The problem: Lines below that hold the word "icon" must be copied in full.

Record set:
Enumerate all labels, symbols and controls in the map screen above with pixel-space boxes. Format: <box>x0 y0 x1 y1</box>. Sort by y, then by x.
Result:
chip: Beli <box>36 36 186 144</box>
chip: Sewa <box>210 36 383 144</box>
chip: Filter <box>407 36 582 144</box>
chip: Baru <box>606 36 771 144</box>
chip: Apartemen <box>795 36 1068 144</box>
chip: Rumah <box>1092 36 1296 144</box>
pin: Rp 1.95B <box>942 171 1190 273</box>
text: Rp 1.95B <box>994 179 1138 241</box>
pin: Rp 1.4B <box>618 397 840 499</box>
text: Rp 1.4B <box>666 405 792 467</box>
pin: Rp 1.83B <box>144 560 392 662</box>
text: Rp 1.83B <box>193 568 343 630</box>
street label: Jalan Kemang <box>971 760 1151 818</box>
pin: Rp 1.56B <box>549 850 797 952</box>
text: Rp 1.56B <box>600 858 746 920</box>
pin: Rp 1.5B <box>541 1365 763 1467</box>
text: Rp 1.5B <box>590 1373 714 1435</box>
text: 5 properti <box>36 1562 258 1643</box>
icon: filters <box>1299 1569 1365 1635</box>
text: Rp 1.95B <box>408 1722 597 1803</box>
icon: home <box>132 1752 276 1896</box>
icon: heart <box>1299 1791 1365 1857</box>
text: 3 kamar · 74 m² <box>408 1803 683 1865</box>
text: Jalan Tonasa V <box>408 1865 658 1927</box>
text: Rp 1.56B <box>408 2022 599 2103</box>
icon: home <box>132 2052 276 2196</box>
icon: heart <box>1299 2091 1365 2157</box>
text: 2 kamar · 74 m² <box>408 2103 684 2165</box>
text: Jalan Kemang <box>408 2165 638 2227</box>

Exercise solution:
icon: filters <box>1299 1569 1365 1635</box>
icon: home <box>132 1752 276 1896</box>
icon: heart <box>1299 1791 1365 1857</box>
icon: home <box>132 2052 276 2196</box>
icon: heart <box>1299 2091 1365 2157</box>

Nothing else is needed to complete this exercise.